Translation:Egy fiatal sportoló áll ott, nem a bíró.
But Why now the location "ott" is after the verb? ain't usually the verb the last word?
See the answers above—that would change the subtle details in meaning. While Hungarian has a free word order, it is not that free. Changing the word order changes the importance of the words, or their relations to each other. With this word order in the given solution, the sentence means that we see a person perhaps near to an event, let's say a fault. He is close enough, but he is not the referee so he is not allowed make decision. With swapping the verb and the location, "Egy fiatal sportoló ott áll, [de] nem a bíró" would loose the connection to the second half, therefore it would need the "de" to re-establish it. Moreover it would mean that there is a young athlete in our line of sight, but there is no implied event or there is no connection to any implied event. If you're looking for the referee and consider the person, this is your line.

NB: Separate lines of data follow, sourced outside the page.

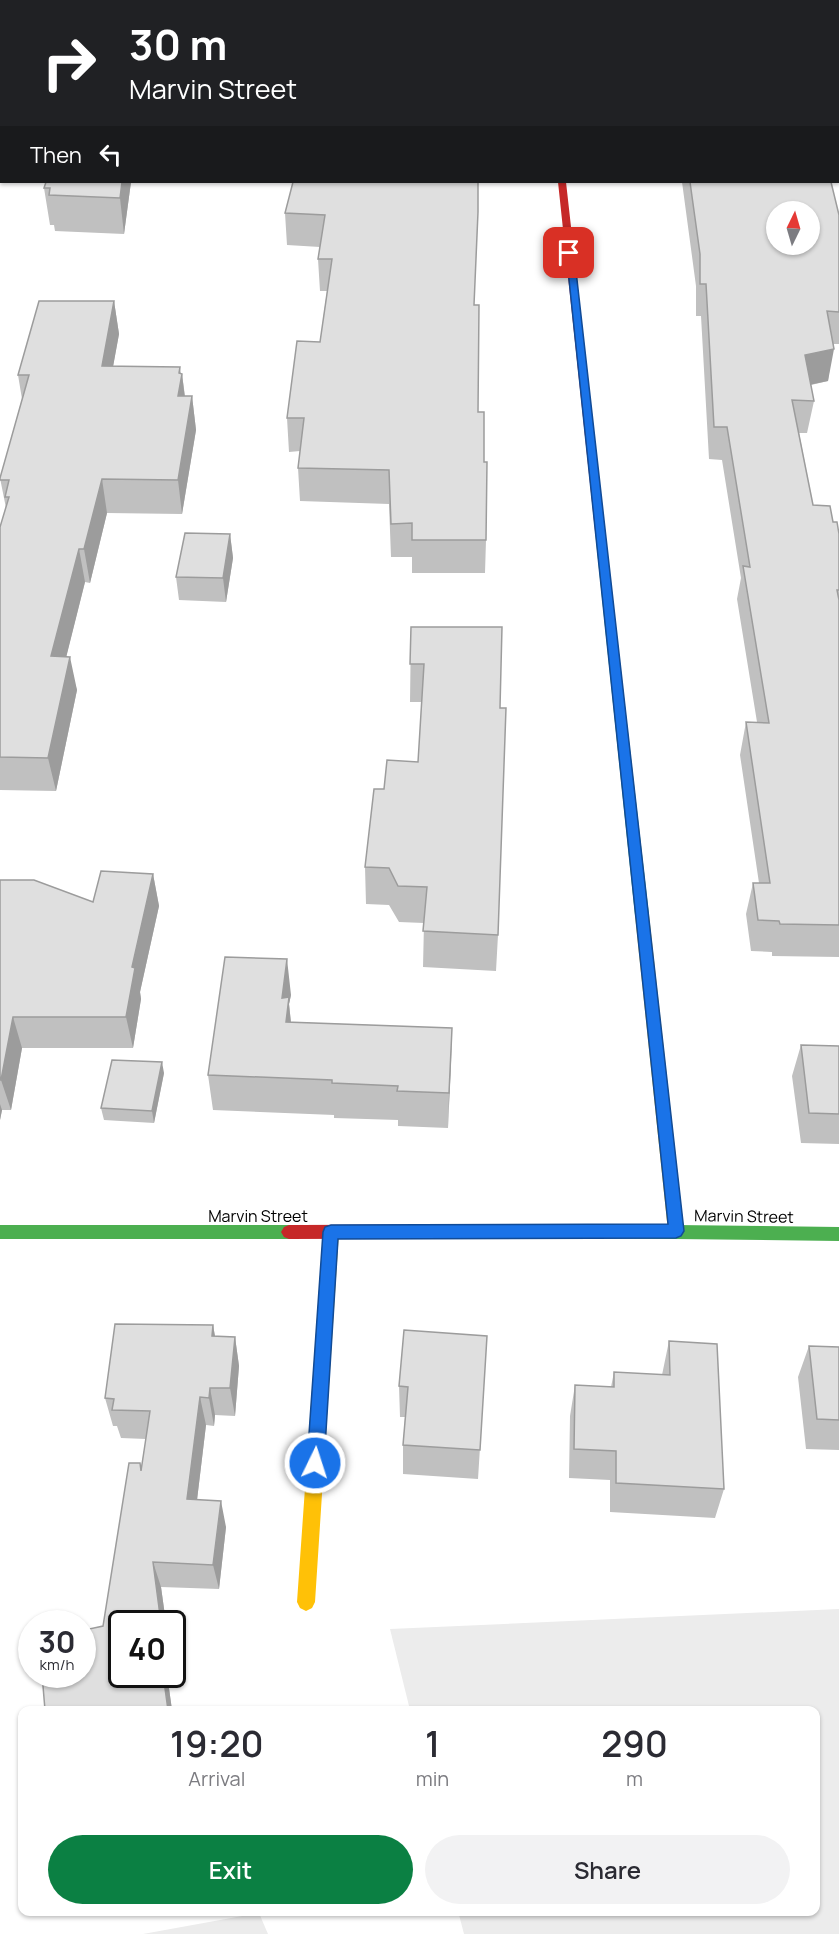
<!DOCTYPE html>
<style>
:root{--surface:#fff;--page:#f2f2f3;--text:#2b2b33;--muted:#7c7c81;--accent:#0b8043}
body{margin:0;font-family:Manrope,sans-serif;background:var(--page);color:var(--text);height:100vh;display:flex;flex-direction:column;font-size:22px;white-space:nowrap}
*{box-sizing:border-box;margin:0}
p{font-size:20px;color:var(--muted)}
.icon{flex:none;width:33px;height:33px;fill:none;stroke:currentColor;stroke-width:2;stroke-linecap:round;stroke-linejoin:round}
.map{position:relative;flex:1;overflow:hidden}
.side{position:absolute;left:18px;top:1706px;width:802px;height:210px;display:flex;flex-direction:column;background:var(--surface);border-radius:12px;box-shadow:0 2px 4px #0004}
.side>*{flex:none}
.banner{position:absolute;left:0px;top:0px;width:840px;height:183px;box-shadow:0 2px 4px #0004;background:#202124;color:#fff;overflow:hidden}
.needle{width:39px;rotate:5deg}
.controls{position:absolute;left:766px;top:201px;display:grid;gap:12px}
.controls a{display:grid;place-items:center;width:54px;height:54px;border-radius:50%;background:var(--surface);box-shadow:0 2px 4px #0004;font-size:30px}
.speed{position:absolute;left:18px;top:1610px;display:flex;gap:12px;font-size:30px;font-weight:700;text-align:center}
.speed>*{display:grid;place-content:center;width:78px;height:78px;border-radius:50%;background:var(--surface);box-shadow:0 2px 4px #0004;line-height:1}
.speed small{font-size:15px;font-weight:400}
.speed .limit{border:3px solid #111;border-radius:9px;background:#fff;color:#111}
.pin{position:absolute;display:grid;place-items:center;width:51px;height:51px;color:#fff;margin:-26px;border-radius:12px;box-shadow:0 3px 9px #0006}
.me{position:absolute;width:66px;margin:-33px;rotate:4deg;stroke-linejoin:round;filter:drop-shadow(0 0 4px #0008)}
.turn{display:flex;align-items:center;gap:21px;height:126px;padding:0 30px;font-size:27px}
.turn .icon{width:78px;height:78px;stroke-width:2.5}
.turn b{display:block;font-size:42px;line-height:51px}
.then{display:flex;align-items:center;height:57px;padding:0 30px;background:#0003;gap:12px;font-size:22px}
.eta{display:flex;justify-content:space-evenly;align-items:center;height:102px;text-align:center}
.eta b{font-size:36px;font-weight:600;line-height:42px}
.cta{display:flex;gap:12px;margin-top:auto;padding:12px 30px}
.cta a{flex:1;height:69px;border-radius:36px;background:var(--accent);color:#fff;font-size:24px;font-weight:600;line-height:69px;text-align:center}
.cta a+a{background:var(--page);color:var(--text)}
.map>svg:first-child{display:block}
.green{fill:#ececec}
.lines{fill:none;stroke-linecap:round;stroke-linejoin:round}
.street{fill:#bebebe;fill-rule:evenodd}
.fast{fill:#4caf50;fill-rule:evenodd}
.slow{fill:#ffc107;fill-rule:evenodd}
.jam{fill:#c62828;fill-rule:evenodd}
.wall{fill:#c0c0c0}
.shaded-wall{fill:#9c9c9c}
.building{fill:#dfdfdf;stroke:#9c9c9c;stroke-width:1.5;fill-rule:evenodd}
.route{fill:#1a73e8;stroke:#114b97;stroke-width:1.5}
.labels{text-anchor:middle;stroke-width:6;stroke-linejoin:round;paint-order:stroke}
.street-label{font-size:16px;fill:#000;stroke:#fff}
</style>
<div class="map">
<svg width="839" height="1934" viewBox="0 0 839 1934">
<rect width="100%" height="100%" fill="#fff"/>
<!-- green -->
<path class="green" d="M 839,1609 L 839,1934 L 464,1934 L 458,1911 L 816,1911 L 816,1710 L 410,1710 L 390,1629 Z
M 259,1913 L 268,1934 L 143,1934 Z"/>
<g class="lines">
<!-- street -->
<path class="street" d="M 533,0 L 551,0 L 551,2 L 533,2 Z
M 0,49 L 2,49 L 2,61 L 0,61 Z
M 838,51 L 839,51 L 839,63 L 838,63 Z"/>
<!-- fast -->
<path class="fast" d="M 600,528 L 605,531 L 649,915 L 642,920 L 635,915 L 595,531 Z
M 586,1224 L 839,1227 L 839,1241 L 586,1238 L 581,1236 L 578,1231 L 581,1226 Z
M 0,1225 L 289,1225 L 294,1227 L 297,1232 L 294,1237 L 289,1239 L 0,1239 Z"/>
<!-- slow -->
<path class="slow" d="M 642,910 L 649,915 L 684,1231 L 681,1236 L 676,1238 L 671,1236 L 668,1231 L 635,915 Z
M 331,1225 L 336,1227 L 339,1232 L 315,1602 L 312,1608 L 306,1611 L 300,1608 L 297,1602 L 323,1232 L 326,1227 Z"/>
<!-- jam -->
<path class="jam" d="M 0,14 L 2,14 L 0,24 Z
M 558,182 L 566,182 L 605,531 L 600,534 L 595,531 Z
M 586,1224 L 591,1226 L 594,1231 L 591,1236 L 586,1238 L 289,1239 L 284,1237 L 281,1232 L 284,1227 L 289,1225 Z"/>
</g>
<!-- wall -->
<path class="wall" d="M 639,0 L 839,0 L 839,14 L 838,2 L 639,2 Z
M 838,75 L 839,75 L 839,143 L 838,143 Z
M 131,182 L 124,234 L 55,231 L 54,225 L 50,225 L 44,188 Z
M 293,182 L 475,305 L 478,412 L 484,462 L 486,540 L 485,573 L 412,573 L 412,557 L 391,557 L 389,504 L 300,501 L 298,468 L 300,451 L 289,452 L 287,418 L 320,342 L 327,291 L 320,291 L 318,259 L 320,247 L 287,245 L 285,213 Z
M 682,182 L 831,182 L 839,215 L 839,344 L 833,344 L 828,381 L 811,385 L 814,401 L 807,433 L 799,433 L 813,505 L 833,522 L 839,534 L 839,957 L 772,956 L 772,952 L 751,951 L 746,914 L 753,883 L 759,883 L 740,755 L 746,722 L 757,722 L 737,599 L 741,578 L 722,460 L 709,459 L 701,316 L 696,316 L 696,286 Z
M 114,301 L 119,334 L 113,366 L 182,374 L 185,396 L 192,396 L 196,430 L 182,514 L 107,513 L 90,583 L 85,582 L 66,657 L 77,690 L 56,791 L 0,790 L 0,527 L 6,508 L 0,478 L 22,399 L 18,375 Z
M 230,534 L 233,558 L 226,602 L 179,600 L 176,577 Z
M 411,627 L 500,708 L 498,935 L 496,971 L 423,967 L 424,923 L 399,922 L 389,905 L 366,904 L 365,867 L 384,789 L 418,762 L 422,702 L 410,702 Z
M 153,874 L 159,906 L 140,992 L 141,999 L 133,1048 L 22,1048 L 11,1110 L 2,1110 L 0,1120 L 0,880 L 93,902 Z
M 291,995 L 289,1004 L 291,1022 L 452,1028 L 448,1128 L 398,1126 L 398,1120 L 334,1118 L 334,1115 L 213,1110 L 208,1075 Z
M 801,1045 L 839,1046 L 839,1144 L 801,1143 L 792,1076 Z
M 164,1073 L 154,1123 L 104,1120 L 101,1108 Z
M 213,1325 L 215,1336 L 235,1337 L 239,1366 L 235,1416 L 215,1415 L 214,1426 L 206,1425 L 197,1500 L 226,1527 L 219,1589 L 161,1587 L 166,1623 L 122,1623 L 167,1674 L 172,1710 L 45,1710 L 92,1662 L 103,1626 L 141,1468 L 146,1439 L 121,1438 L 117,1426 L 113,1426 L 105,1398 Z
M 487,1336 L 478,1479 L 403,1474 L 403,1445 L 405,1417 L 400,1417 L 399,1386 Z
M 669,1341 L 724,1489 L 715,1518 L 610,1512 L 610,1480 L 569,1478 L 570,1416 L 575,1385 L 611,1387 L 614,1372 L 662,1375 Z
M 809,1346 L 839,1347 L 839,1450 L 806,1449 L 798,1377 Z"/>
<!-- shaded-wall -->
<path class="shaded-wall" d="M 122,182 L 131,182 L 124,234 L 120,198 Z
M 114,301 L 119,334 L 107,400 L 102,366 Z
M 834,349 L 828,381 L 799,387 L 805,355 Z
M 180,367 L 181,378 L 182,374 L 186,407 L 178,396 L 179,373 Z
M 192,396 L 196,430 L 182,514 L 178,480 Z
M 102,479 L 107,513 L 90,583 L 84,549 Z
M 230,534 L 233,558 L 226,602 L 223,578 Z
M 79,549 L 85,582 L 58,690 L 51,656 Z
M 70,657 L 77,690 L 56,791 L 48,758 Z
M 153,874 L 159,906 L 140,992 L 141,999 L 133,1048 L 126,1017 L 132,967 Z
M 287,959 L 291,995 L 289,1004 L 292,1033 L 289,1058 L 282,998 Z
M 13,1017 L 22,1048 L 11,1110 L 1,1080 Z
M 452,1028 L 451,1063 L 448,1128 L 449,1093 Z
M 162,1062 L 164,1073 L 154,1123 L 152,1111 Z
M 0,1104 L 2,1110 L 0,1120 Z
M 213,1325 L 218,1354 L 212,1336 Z
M 235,1337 L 239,1366 L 235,1416 L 230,1388 Z
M 210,1388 L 215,1415 L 214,1426 L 209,1398 Z
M 200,1397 L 206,1425 L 194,1525 L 187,1499 Z
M 221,1501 L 226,1527 L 219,1589 L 213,1565 Z
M 153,1562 L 161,1587 L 166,1623 L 161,1623 Z
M 163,1674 L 167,1674 L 172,1710 L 168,1710 Z"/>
<!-- building -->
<path class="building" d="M 838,75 L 839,75 L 839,112 L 838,112 Z
M 46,182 L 122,182 L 120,198 L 49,195 L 50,188 L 44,188 Z
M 293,182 L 478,182 L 478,212 L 474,305 L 479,305 L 478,412 L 484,412 L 484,462 L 487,462 L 486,540 L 412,540 L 412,523 L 391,524 L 389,470 L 298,468 L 304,418 L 287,418 L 297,341 L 320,342 L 332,259 L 318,259 L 325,215 L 285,213 Z
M 690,182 L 831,182 L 839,215 L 839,312 L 827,311 L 834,349 L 805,355 L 814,401 L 792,400 L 813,505 L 830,506 L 833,522 L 837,522 L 839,534 L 839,590 L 837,590 L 839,600 L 839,925 L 780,924 L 779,921 L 758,920 L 753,883 L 770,883 L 746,722 L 769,723 L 743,566 L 750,567 L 727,427 L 714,427 L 706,284 L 700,284 L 700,254 ZM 777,212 L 810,212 L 810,244 L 777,244 Z
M 39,301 L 114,301 L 102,366 L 180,367 L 179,373 L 182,374 L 178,396 L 192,396 L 178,480 L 102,479 L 84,549 L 79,549 L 51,656 L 70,657 L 48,758 L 0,757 L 0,527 L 9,497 L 5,497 L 9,480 L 0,480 L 0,478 L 29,375 L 18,375 Z
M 185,533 L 230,534 L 223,578 L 176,577 Z
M 411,627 L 502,627 L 500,708 L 506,708 L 498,935 L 423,931 L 427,887 L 398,886 L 389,868 L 365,867 L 374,789 L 384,789 L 387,760 L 418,762 L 424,664 L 410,664 Z
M 101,871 L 153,874 L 132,967 L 135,968 L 126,1017 L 13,1017 L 1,1080 L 0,1080 L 0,880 L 34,880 L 93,902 Z
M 225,957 L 287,959 L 282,998 L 289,997 L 286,1022 L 452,1028 L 449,1093 L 397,1091 L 398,1086 L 332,1083 L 332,1080 L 208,1075 Z
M 801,1045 L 839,1046 L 839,1114 L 809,1113 Z
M 112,1060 L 162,1062 L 152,1111 L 101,1108 Z
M 115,1324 L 213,1325 L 212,1336 L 235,1337 L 230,1388 L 210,1388 L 209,1398 L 200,1397 L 187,1499 L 221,1501 L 213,1565 L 153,1562 L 161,1623 L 122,1623 L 122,1674 L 163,1674 L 168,1710 L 45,1710 L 42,1674 L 82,1674 L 82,1664 L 92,1662 L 89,1629 L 103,1626 L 129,1463 L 140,1463 L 141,1471 L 150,1411 L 112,1410 L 114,1399 L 105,1398 Z
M 404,1330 L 487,1336 L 480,1450 L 403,1445 L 408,1387 L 399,1386 Z
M 669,1341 L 717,1344 L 724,1489 L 616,1483 L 616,1451 L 574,1449 L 575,1385 L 614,1387 L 614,1372 L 670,1375 Z
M 809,1346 L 839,1347 L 839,1420 L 817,1419 Z"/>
<!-- route -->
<path class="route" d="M 566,251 L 574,253 L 684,1231 L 681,1236 L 676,1238 L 338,1239 L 324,1463 L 321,1469 L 315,1471 L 309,1469 L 307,1463 L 323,1232 L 325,1227 L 331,1225 L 668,1224 Z"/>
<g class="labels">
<!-- street labels -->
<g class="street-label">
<text x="258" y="1222">Marvin Street</text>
<text transform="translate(744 1216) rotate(1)" y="6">Marvin Street</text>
</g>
</g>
</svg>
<div class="controls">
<a><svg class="needle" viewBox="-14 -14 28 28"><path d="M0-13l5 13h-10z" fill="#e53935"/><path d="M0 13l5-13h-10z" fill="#7c7c81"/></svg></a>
</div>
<div class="speed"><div>30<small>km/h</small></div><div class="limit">40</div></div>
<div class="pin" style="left:569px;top:253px;background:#d93025"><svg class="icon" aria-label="arrive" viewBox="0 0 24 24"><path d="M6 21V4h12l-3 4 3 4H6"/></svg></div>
<svg class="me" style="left:315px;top:1463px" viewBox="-20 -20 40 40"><circle r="17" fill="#1a73e8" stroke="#fff" stroke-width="3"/><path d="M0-11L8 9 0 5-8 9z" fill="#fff"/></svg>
<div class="banner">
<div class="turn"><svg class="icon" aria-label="right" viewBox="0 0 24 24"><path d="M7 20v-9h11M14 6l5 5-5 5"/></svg><div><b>30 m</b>Marvin Street</div></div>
<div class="then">Then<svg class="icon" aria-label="left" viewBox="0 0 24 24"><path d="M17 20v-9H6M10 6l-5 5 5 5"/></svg></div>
</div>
<section class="side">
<div class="eta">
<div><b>19:20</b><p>Arrival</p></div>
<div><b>1</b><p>min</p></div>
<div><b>290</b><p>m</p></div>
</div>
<div class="cta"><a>Exit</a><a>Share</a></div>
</section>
</div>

And no fault is happened, you just cannot find the referee who may get bored during the match and went home.
still don't get very well, now I know it's correct this way, but I'd probably mistake in another similar sentence.... "az új piac van ott, nem a vasútállomás." "it is the new market there, not the train station"
"az új piac ott van" "the new market is there"
that is correct? or am I missing something? thanks for reply tho
I dont get it either because they are teaching us the verb goes last. We really dont know enough for subtle differences. Anyway I will do as usual remember the correct answer for next time it comes up so I can move on. But thanks for trying to help us Heru
I don't think so, it sounds me unnatural. "Egy fiatal sportoló ott áll" would work alone, without the 2nd part of the sentence, but in this case it doesn't work.